Until the functionality of sparse matrices is improved I don't think using them is feasible for such large datasets.

 julia> x
1000000000x1 sparse matrix with 2 Int64 entries:
        [2         ,          1]  =  1
        [3         ,          1]  =  3

julia> y
1000000000x1 sparse matrix with 3 Int64 entries:
        [1         ,          1]  =  1
        [4         ,          1]  =  3
        [5         ,          1]  =  7

julia> euclidean(x,y)
ERROR: `euclidean` has no method matching euclidean(::SparseMatrixCSC{Int64,Int64}, ::SparseMatrixCSC{Int64,Int64})
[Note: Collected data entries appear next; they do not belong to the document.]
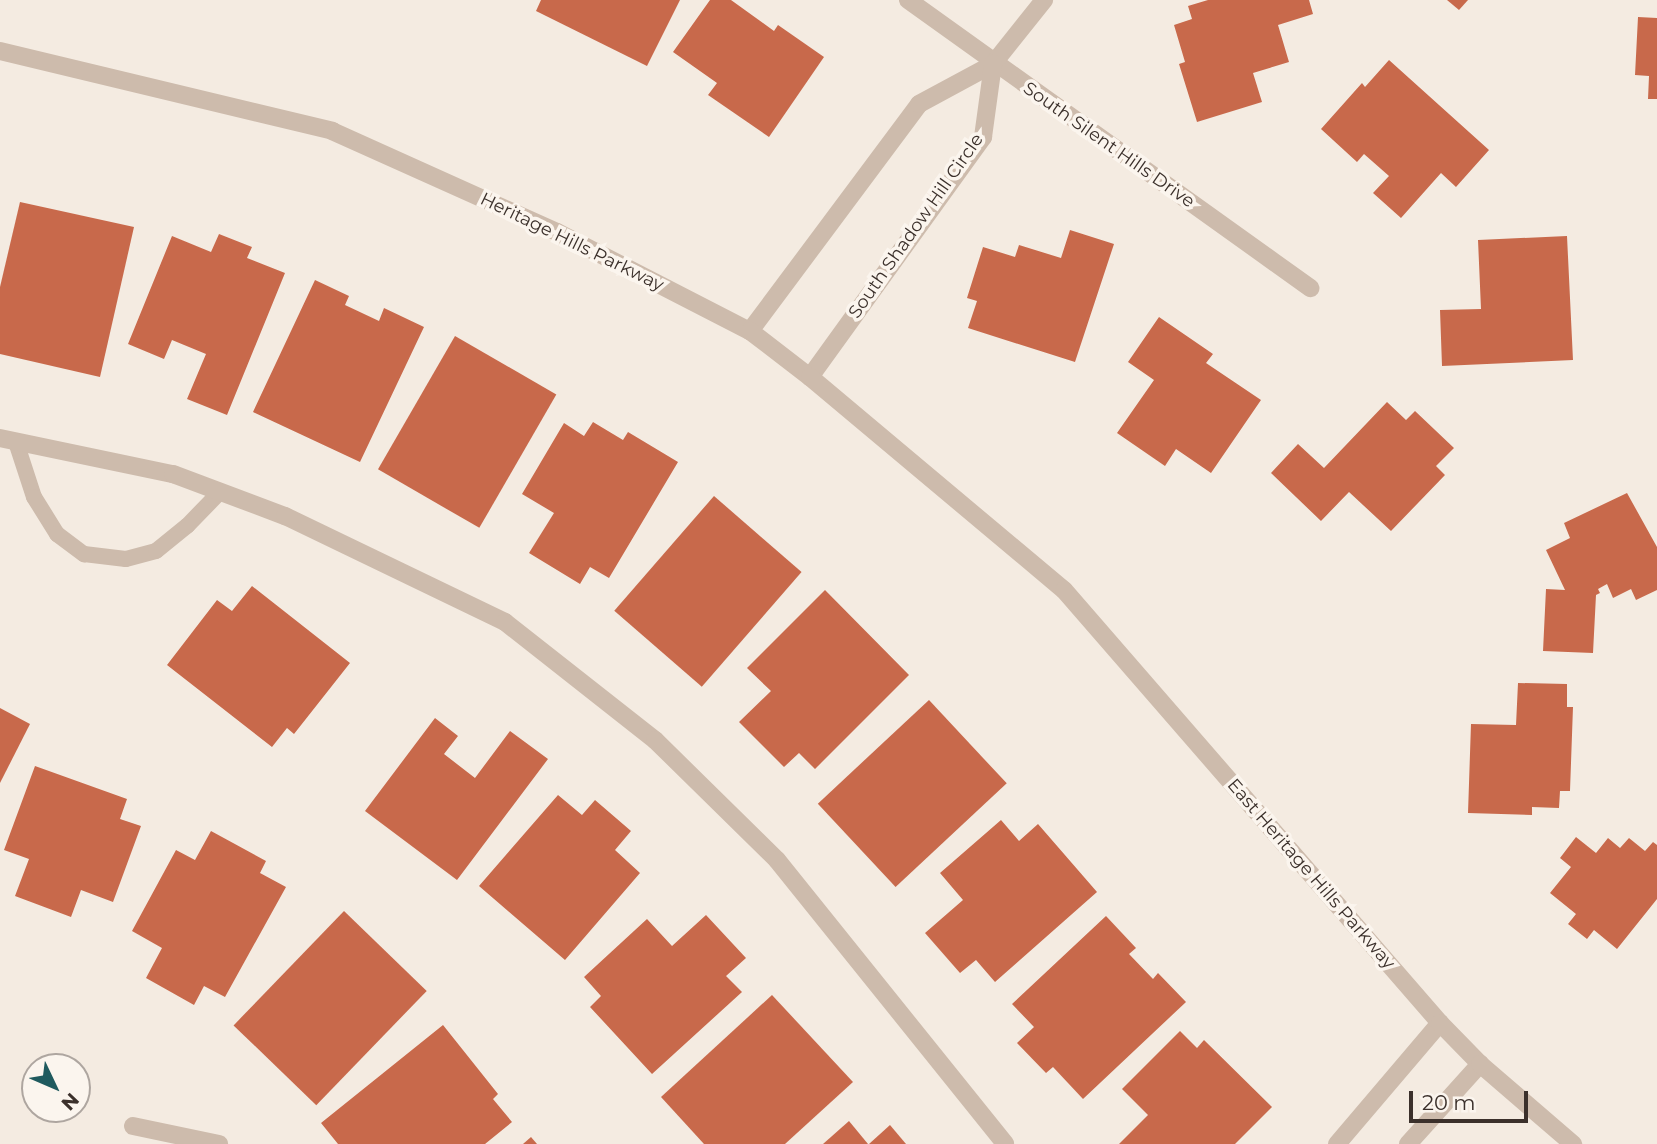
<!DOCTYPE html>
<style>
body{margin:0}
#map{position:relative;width:1657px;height:1144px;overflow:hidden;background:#f4ebe1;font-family:Montserrat,sans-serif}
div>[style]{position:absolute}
.building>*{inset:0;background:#c8694b;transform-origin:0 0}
.service>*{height:16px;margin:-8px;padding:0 8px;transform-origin:8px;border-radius:8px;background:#cdbbac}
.minor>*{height:18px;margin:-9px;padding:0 9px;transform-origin:9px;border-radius:9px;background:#cdbbac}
.tertiary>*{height:18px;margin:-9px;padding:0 9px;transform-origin:9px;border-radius:9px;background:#cdbbac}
span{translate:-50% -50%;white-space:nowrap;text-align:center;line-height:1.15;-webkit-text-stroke:7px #fbf5ee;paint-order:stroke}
.street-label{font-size:18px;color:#3b302b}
.north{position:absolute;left:21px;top:1053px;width:70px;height:70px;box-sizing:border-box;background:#fbf5ee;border:2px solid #aea6a0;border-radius:50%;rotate:134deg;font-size:19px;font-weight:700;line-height:28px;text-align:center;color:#3b302b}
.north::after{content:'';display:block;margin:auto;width:24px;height:32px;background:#1f5a5e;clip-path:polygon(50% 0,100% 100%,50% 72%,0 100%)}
.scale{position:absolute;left:1409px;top:1091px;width:119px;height:32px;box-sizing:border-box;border:4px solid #3b302b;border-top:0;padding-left:9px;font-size:21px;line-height:24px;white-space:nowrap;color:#3b302b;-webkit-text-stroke:5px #fbf5ee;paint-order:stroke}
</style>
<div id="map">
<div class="building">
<i style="clip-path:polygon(541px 0,680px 0,647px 66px,536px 11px)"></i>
<i style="clip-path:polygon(710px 0,731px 0,774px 31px,778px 25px,824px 57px,769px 137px,708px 95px,717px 83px,673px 52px)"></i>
<i style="clip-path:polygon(1208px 0,1309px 0,1313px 14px,1278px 25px,1289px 62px,1253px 73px,1262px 102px,1197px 122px,1179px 64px,1185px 62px,1174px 25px,1192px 19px,1188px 6px)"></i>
<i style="clip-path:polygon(1447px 0,1468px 0,1459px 10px)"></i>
<i style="clip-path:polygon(1638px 17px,1657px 18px,1657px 99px,1648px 99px,1649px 76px,1635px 75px)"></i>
<i style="clip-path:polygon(1389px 60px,1489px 150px,1456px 187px,1441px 173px,1401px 218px,1373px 193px,1389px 176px,1364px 154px,1357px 162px,1321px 129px,1362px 83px,1365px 87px)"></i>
<i style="clip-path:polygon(20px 202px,134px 227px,100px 377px,0 354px,0 287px)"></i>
<i style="clip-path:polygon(1070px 230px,1114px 244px,1075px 362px,968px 328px,977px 301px,967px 298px,983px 247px,1015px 257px,1019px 245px,1061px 258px)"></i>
<i style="clip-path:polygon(219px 234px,252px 247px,247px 258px,285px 273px,227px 415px,187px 399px,206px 354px,172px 340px,164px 359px,128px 344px,172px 236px,211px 252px)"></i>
<i style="clip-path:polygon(1567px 236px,1573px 360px,1442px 366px,1440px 310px,1481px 309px,1478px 240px)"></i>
<i style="clip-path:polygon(315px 280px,349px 296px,345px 305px,379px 321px,384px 308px,424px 327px,360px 462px,253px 412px)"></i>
<i style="clip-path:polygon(1159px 317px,1213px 354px,1206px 363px,1261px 400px,1211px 473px,1176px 449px,1165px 466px,1117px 433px,1154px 380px,1128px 362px)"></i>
<i style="left:455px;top:336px;width:117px;height:154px;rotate:30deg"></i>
<i style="clip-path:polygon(1387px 402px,1406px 420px,1415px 411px,1454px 448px,1436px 466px,1445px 475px,1391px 531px,1349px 492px,1321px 521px,1271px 473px,1298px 444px,1324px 468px)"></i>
<i style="clip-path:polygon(593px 422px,623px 440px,628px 432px,678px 462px,609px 578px,590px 567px,580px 584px,529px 553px,554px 513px,522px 494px,564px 423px,584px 436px)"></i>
<i style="clip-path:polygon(1627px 493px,1657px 547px,1657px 590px,1636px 600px,1631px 589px,1613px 598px,1607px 584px,1598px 589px,1600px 593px,1596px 595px,1593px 653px,1543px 651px,1546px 589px,1565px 590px,1546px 550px,1570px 538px,1564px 523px)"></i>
<i style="left:714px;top:496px;width:116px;height:152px;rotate:41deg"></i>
<i style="clip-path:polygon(252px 586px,350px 663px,294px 734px,287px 728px,272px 747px,167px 665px,217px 600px,232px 611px)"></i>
<i style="clip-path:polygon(825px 590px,909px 675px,815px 769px,799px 753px,784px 767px,739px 722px,771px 691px,747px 668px)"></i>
<i style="clip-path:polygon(1518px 683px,1567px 684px,1567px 707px,1573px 707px,1570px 791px,1560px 791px,1559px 808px,1532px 807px,1532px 815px,1468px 813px,1471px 724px,1516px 725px)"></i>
<i style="left:929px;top:700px;width:114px;height:152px;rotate:47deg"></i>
<i style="clip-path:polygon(0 708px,30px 724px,0 783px)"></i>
<i style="clip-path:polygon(435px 718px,458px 736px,444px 754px,475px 778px,510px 731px,548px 759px,457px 880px,365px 811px)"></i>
<i style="clip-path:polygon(35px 766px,127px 799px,120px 819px,141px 826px,113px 902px,81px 890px,71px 917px,15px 896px,29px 859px,4px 850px)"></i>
<i style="clip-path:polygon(558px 795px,582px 815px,595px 800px,631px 831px,615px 850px,640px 873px,565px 960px,479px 886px)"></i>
<i style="clip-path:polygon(1001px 820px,1019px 841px,1038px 824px,1097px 892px,995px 982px,976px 960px,960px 973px,925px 933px,963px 900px,940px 873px)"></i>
<i style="clip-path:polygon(211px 831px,266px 861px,260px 873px,286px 887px,225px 997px,204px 986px,194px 1005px,146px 978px,162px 948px,132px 931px,176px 850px,195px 860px)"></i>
<i style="clip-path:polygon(1576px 837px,1596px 853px,1608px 838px,1620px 848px,1629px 838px,1645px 851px,1653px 842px,1657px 845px,1657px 899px,1617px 949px,1594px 930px,1587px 939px,1568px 924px,1576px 914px,1550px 893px,1571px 867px,1560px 858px)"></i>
<i style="left:344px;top:911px;width:115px;height:159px;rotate:44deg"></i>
<i style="clip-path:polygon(706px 915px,746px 958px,726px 976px,742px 992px,652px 1074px,590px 1007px,601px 996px,584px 977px,647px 919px,672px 946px)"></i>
<i style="clip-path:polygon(1106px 916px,1136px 948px,1129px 954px,1153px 979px,1158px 973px,1186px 1002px,1083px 1099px,1053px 1067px,1046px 1073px,1017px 1043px,1034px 1027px,1012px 1004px)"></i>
<i style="clip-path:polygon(772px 995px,853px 1082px,785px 1144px,704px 1144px,661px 1097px)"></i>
<i style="clip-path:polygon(443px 1025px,498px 1094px,493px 1099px,512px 1122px,485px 1144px,338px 1144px,321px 1123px)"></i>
<i style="clip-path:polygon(1180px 1031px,1197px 1048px,1204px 1040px,1272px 1107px,1235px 1144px,1119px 1144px,1148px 1115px,1122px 1089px)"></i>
<i style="clip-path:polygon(849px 1121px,868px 1144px,823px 1144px)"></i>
<i style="clip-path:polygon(890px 1125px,906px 1144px,869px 1144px)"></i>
<i style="clip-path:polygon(531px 1137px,537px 1144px,523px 1144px)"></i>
</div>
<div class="service">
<i style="left:16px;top:442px;width:58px;rotate:71.9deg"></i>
<i style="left:34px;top:497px;width:44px;rotate:58.1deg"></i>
<i style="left:57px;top:534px;width:34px;rotate:37deg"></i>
<i style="left:84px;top:554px;width:42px;rotate:6.8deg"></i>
<i style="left:126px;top:559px;width:31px;rotate:-15deg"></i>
<i style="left:156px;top:551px;width:40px;rotate:-39deg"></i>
<i style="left:187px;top:526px;width:47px;rotate:-45.9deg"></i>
</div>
<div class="minor">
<i style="left:908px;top:0;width:495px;rotate:35.6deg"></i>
<i style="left:750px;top:331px;width:283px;rotate:-53.3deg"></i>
<i style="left:919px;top:104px;width:84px;rotate:-28.4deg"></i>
<i style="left:993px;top:64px;width:82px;rotate:-51.4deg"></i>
<i style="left:810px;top:377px;width:296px;rotate:-54.2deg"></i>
<i style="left:983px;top:137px;width:74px;rotate:-82.2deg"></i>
<i style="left:0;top:438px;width:177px;rotate:11.8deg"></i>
<i style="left:173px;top:474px;width:120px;rotate:20.6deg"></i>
<i style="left:285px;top:516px;width:244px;rotate:25.7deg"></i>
<i style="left:505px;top:622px;width:191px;rotate:38.2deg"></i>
<i style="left:655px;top:740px;width:171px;rotate:44.5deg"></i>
<i style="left:777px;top:860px;width:364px;rotate:51.2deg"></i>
<i style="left:133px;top:1126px;width:88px;rotate:11.8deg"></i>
<i style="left:1337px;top:1144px;width:159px;rotate:-49.6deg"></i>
<i style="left:1408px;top:1144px;width:108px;rotate:-48deg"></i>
</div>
<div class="tertiary">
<i style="left:0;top:51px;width:342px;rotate:13.5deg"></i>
<i style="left:332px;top:131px;width:247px;rotate:24.2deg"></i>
<i style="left:557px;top:232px;width:217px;rotate:27.2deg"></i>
<i style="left:750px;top:331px;width:76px;rotate:37.5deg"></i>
<i style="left:810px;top:377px;width:331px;rotate:40deg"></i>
<i style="left:1064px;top:590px;width:573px;rotate:49.03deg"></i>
<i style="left:1440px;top:1023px;width:57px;rotate:45.7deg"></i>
<i style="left:1480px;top:1064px;width:123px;rotate:40.7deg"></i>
</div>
<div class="street-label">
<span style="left:1109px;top:145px;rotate:35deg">South Silent Hills Drive</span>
<span style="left:916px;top:226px;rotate:-55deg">South Shadow Hill Circle</span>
<span style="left:572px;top:242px;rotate:26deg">Heritage Hills Parkway</span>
<span style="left:1311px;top:874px;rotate:49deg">East Heritage Hills Parkway</span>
</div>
<div class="north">N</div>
<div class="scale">20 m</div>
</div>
julia> euclidean(full(x),full(y))
ERROR: MemoryError()
 in full at sparse/sparsematrix.jl:173

julia> norm(x-y)
ERROR: MemoryError()
 in full at sparse/sparsematrix.jl:173
 in norm at linalg/sparse.jl:487
 in norm at linalg/sparse.jl:482

julia> z = x-y
1000000000x1 sparse matrix with 5 Int64 entries:
        [1         ,          1]  =  -1
        [2         ,          1]  =  1
        [3         ,          1]  =  3
        [4         ,          1]  =  -3
        [5         ,          1]  =  -7

julia> norm(z)
ERROR: MemoryError()
 in full at sparse/sparsematrix.jl:173
 in norm at linalg/sparse.jl:487
 in norm at linalg/sparse.jl:482
mtabor150 commented 9 years ago

Even if we use a length much closer to our dataset the conversion from sparse to dense matrices is prohibitive:

julia> @time fv = load_featurevector("./Machine\ Learning/eebo/XML_with_headers_attached/headed-xml-200111/A00648.headed.xml")
elapsed time: 0.595232567 seconds (14139436 bytes allocated)
FeatureVector{Any,Number} with 1677 features:
  Top 5 Features:
    ("thou",154)
    ("i",152)
    ("thy",145)
    ("the",137)
    ("to",136)

julia> @time fv.length
elapsed time: 4.987e-6 seconds (80 bytes allocated)
464.3242401598276

julia> @time x = sparse(collect(values(fv)))
elapsed time: 0.149458042 seconds (2743704 bytes allocated)
1677x1 sparse matrix with 1677 Number entries:
        [1   ,    1]  =  1
        [2   ,    1]  =  1
        [3   ,    1]  =  2
        [4   ,    1]  =  1
        [5   ,    1]  =  2
        [6   ,    1]  =  1
        [7   ,    1]  =  1
        [8   ,    1]  =  1
        [9   ,    1]  =  1
        [10  ,    1]  =  3
        [11  ,    1]  =  1
        [12  ,    1]  =  1
        [13  ,    1]  =  1
        [14  ,    1]  =  1
        [15  ,    1]  =  1
        [16  ,    1]  =  1
        [17  ,    1]  =  1
        [18  ,    1]  =  1
        [19  ,    1]  =  1
        [20  ,    1]  =  1
        ⋮
        [1657,    1]  =  1
        [1658,    1]  =  1
        [1659,    1]  =  3
        [1660,    1]  =  2
        [1661,    1]  =  1
        [1662,    1]  =  2
        [1663,    1]  =  1
        [1664,    1]  =  3
        [1665,    1]  =  1
        [1666,    1]  =  2
        [1667,    1]  =  1
        [1668,    1]  =  1
        [1669,    1]  =  1
        [1670,    1]  =  2
        [1671,    1]  =  1
        [1672,    1]  =  1
        [1673,    1]  =  1
        [1674,    1]  =  2
        [1675,    1]  =  1
        [1676,    1]  =  21
        [1677,    1]  =  1

julia> @time x.m = 10000000
elapsed time: 7.942e-6 seconds (96 bytes allocated)
10000000

julia> @time norm(x)
elapsed time: 9.08191248 seconds (720000208 bytes allocated, 9.42% gc time)
464.3242401598269
wildart commented 9 years ago

It is not correct comparison, you create a sparse matrix of the same dimensionality as a dense matrix from which sparse matrix was created. This is completely diminishes purpose of using sparse matrix, just use dense one. What I was trying to say that, look at DocumentTermMatrix, if your domain is not limited by one document, then collection of the documents (features) is easy to represent as a sparse matrix where columns are documents and rows are words from all documents (word domain of whole corpus). This corresponds, in your case, to a Cluster structure not a FeatureVector. As soon as all your documents bundled in a one matrix, you gain all speedups when computing distances between documents. It basically narrows down to a multiplication of sparse matrices that are more efficient then multiple loops and lookups in dictionaries.